Want to share your content on R-bloggers? click here if you have a blog, or here if you don't.
Basis and principle of D3partitionR
D3partitionR is to plot sequential and hierarchical data using treemap (and circle Tree Map), sunburst and partition chart, collapsible trees (indented or not).
The package only has one all-in function called D3partitionR(…) to create a partition chart. Two others functions as renderD3partitionR(…) and D3partitionROutput(…) are used to render partition charts in Shiny.
The goal of the tutorial will be to create a Shiny app plotting the evolution of Japan Trade from 1988 to 2015. The goal is to create the following shiny app :
You can find all the code here:
https://gitlab.com/ant-guillot/ExploringJapanTradeApp_Kaggle/tree/master
Exploring Japan Trade from 1988 to 2015: downloading the data
You can find the data we are going to use are available on Kaggle: here .
These data are exploring Japan import and export by countries and area and by type of goods (with several classifications).
Download and unzip the data at the root of your project directory, we are going to need these later.
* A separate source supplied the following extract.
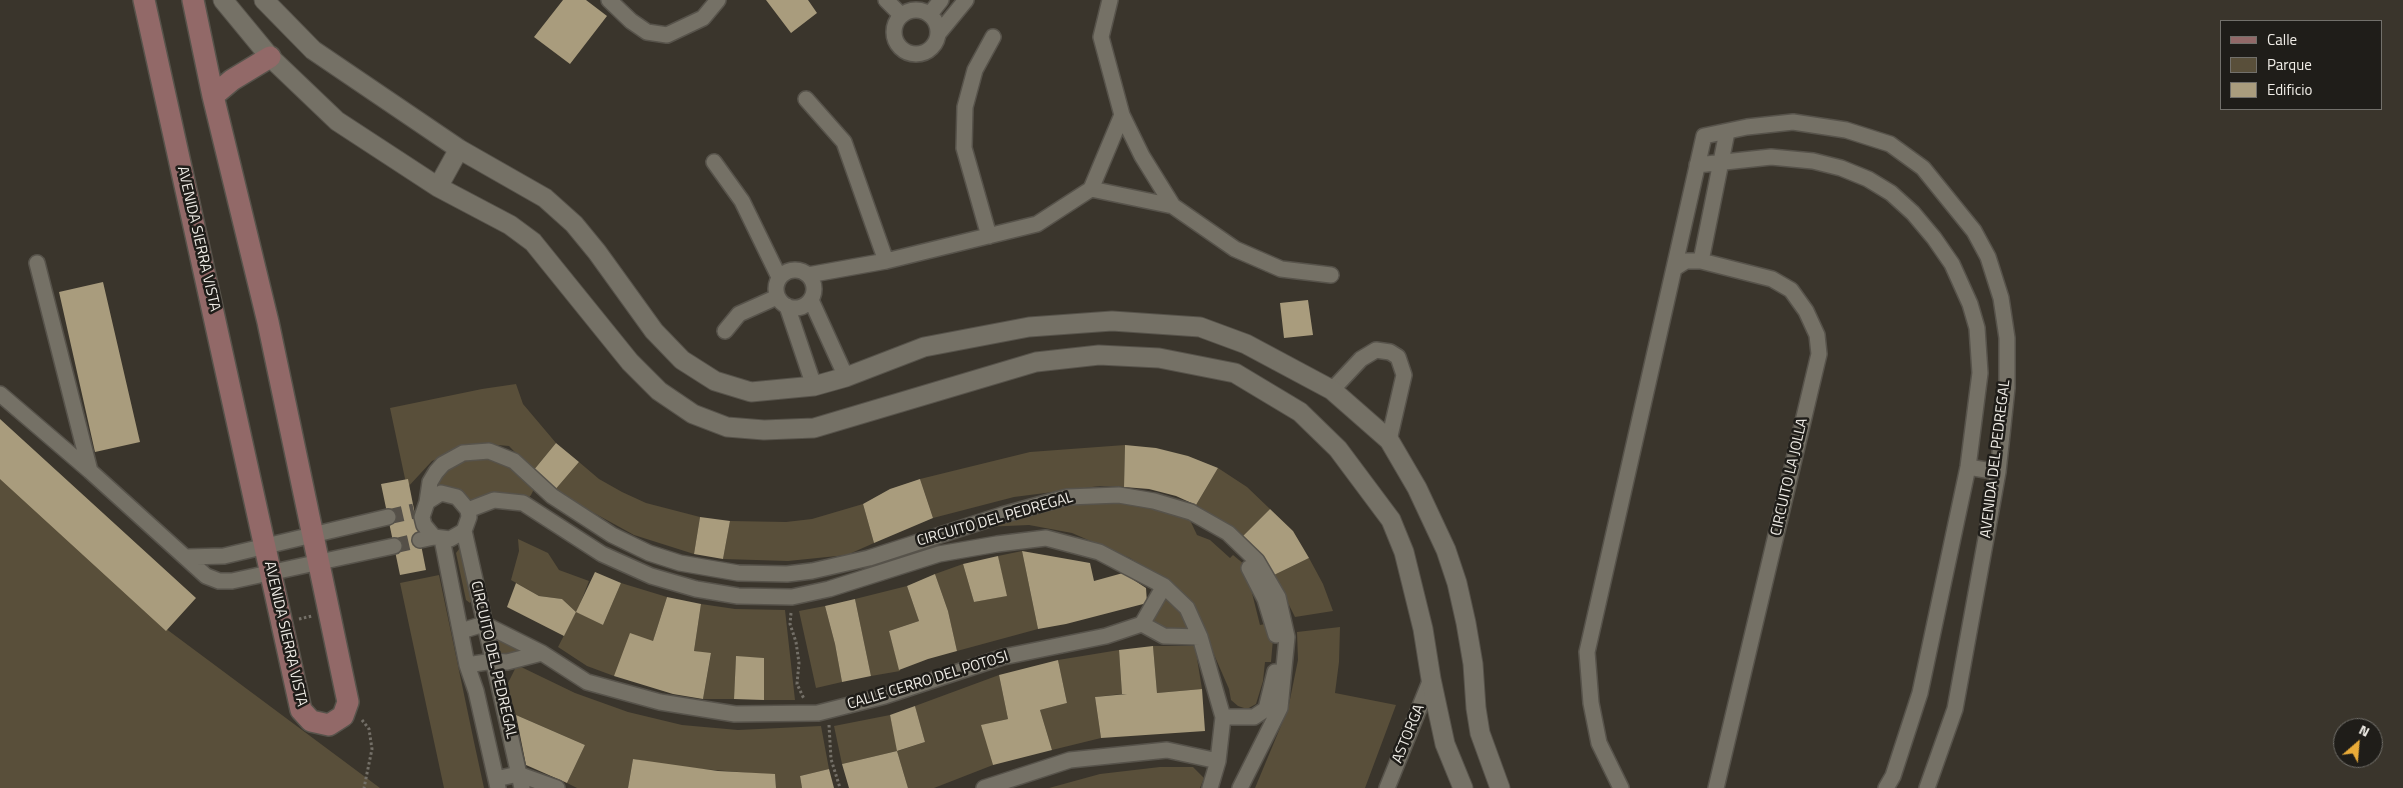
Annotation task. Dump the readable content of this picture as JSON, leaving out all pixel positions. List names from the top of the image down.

You should have the following files in the directory:
Creating the project.
First, let’s create a Rstudio Shiny Project, then you can download the package we’ll need:
- shinydashboard
- highcharter
- data.table
- D3partitionR
Creating the layout:
That’s what we want the final application to look like. Basically it contains:
- tabBox with two tabs, in each tabs:
- A box with a time interval input and a radio button to switch between import and export
- A partition chart to have a global overview over the period
- A time series to see the evolution on the different area and segment (linked with the partition chart).
To create the layout, we need to:
- create an ui.r and server.r
- properly modify the ui.r
- add the package we need (also do this in server.R):
library(shiny) library(D3partitionR) library(data.table) library(highcharter) require(shinydashboard)
- Create the dashboard layout (the body will be create later)
dashboardPage( dashboardHeader(disable = TRUE), dashboardSidebar(disable = TRUE), body )
- creating the body and the boxes
body=dashboardBody(fluidPage( h2("Exploring Japan trade from 1988 to 2015",align="center",style="-variant: small-caps;"), tabBox(width = 12, tabPanel( "Export and import by country",fluidRow( box(width=12,title="Options",solidHeader = T,status = "primary") ,box(width = 6,height = 800), box(width=6,height = 800) ) ), tabPanel( "Export and import by type of product",fluidRow( box(width=12,title="Options",solidHeader = T,status = "primary") ,box(solidHeader=T,width = 6,height = 700), box(solidHeader=T,width=6) ) ) ) ) )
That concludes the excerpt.